6. Confidentialité et conformité RGPD
Intégrez une clause de confidentialité précisant la durée de conservation des données clients, le responsable du traitement et les mesures de sécurité. Précisez les droits des personnes concernées et la durée d’archivage des dossiers. La conformité RGPD est désormais un point de contrôle essentiel lors de la signature d’un mandat.
7. Modalités pratiques et preuves
Indiquez les modalités de remise des documents (mandat signé, compte‑rendu de visite, offre écrite), les preuves admises en cas de litige et les conditions de facturation (facture HT/TTc, délais, intérêt de retard). Conservez tous les échanges écrits et un journal des démarches commerciales : ces éléments sont souvent décisifs en cas de contentieux.
Exemples pratiques et bonnes pratiques
Pour chaque vente, conservez trace de la prospection, des contacts, des visites et des offres. Demandez systématiquement un mandat écrit, numérotez-le et enregistrez le numéro RSAC du mandant. Si vous travaillez en exclusivité, négociez une contrepartie (commissions majorées, visibilité, durée limitée). En cas de doute sur une clause, une relecture par un juriste spécialisé, même payante, évite souvent des coûts supérieurs en cas de litige.

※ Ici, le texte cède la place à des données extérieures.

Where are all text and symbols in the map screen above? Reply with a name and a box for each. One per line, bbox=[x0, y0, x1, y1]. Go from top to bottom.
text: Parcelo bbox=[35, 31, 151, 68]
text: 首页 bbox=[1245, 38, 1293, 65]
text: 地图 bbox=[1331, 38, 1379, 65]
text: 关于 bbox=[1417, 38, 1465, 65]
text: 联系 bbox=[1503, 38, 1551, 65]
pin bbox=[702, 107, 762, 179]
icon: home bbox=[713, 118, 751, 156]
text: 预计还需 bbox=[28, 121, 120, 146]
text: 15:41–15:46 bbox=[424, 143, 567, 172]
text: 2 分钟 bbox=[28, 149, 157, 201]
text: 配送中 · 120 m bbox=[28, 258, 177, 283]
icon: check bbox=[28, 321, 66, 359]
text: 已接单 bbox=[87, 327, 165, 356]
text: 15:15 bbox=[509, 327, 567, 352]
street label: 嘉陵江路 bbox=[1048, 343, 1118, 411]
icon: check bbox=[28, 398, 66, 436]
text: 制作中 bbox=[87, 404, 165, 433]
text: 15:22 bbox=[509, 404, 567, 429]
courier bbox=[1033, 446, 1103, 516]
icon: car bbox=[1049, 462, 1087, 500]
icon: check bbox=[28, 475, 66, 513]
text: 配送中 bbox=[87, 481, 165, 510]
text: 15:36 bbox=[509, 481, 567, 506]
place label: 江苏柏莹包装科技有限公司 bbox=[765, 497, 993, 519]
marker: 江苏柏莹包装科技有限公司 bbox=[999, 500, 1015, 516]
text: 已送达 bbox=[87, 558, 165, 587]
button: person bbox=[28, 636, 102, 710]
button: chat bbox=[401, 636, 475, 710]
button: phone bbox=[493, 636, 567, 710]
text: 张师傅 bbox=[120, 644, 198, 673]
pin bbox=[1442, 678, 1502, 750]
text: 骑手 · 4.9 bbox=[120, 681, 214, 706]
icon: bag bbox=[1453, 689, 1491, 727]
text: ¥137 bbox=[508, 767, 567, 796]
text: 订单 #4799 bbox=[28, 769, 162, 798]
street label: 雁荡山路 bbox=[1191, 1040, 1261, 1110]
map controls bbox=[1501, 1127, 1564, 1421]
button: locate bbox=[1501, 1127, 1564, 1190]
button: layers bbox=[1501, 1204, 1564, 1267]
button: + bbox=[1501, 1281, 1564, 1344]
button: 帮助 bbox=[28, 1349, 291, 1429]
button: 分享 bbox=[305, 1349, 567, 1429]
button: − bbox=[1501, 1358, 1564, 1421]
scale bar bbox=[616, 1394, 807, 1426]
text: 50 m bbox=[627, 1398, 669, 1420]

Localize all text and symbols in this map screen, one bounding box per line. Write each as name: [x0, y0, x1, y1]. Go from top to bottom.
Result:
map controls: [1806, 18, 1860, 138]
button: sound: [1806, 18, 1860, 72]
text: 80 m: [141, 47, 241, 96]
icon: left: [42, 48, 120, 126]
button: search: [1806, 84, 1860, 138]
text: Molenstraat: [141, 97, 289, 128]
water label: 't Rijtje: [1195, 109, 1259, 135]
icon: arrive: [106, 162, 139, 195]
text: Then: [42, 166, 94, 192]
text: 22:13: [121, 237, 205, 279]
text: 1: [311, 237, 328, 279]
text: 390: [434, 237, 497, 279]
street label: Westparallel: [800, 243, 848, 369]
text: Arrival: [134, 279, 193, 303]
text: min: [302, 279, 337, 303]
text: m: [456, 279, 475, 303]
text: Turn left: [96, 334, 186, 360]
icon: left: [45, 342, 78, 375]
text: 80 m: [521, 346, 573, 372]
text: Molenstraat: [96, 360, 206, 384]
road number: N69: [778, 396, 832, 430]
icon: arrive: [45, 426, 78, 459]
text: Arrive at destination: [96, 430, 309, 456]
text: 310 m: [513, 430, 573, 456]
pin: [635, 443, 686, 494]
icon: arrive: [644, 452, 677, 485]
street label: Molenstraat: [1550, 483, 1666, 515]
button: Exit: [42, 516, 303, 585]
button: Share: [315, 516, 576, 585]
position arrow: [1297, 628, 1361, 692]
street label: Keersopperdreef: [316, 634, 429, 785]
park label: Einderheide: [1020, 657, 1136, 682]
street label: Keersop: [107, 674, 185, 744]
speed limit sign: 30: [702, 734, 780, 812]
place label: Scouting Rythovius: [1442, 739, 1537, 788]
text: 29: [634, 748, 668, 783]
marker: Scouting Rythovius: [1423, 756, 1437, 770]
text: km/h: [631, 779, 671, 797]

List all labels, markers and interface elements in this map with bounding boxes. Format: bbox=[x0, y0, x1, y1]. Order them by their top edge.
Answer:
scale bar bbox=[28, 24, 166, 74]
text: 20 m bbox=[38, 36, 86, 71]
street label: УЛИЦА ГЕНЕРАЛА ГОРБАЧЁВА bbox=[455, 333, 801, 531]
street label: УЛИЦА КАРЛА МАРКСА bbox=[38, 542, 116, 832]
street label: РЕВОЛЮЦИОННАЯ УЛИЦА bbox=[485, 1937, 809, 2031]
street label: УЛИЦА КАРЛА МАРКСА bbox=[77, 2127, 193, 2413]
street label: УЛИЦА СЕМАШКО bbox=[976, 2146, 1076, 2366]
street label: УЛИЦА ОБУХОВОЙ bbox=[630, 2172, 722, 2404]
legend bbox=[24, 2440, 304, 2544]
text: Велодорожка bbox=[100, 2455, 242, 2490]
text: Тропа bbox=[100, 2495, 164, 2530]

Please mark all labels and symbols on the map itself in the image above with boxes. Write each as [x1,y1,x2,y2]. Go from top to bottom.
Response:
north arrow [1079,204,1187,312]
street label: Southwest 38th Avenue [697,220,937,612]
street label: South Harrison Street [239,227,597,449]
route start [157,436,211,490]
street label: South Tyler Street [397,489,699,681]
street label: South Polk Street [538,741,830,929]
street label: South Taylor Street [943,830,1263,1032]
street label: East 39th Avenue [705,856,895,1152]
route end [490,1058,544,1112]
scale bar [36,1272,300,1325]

| Type de bien | Taux moyen | Délai de paiement moyen |
|---|---|---|
| Appartement | 3 % à 5 % | Paiement après acte authentique (30 à 60 jours) |
| Maison | 4 % à 6 % | Paiement après acte authentique (30 à 60 jours) |
| Local commercial | 5 % à 8 % | Paiement après acte authentique ou facture |
| Terrain | 3 % à 6 % | Paiement selon calendrier de vente |
Checklist avant signature
- Mandat signé et daté, numéro RSAC mentionné.
- Taux et base de calcul clairement indiqués.
- Durée, préavis et conditions de renouvellement précisées.
- Modalités de paiement et pénalités pour retard écrites.
- Preuve d’indépendance et conformité RGPD documentées.
- Clauses d’exclusivité et de co‑mandat claires.
- Procédure de résolution des litiges et compétence juridictionnelle indiquées.
Après adaptation du modèle, effectuez une dernière relecture juridique pour les clauses sensibles. Une rédaction précise aujourd’hui évitera souvent des contentieux coûteux demain et protégera vos commissions et votre activité sur le long terme.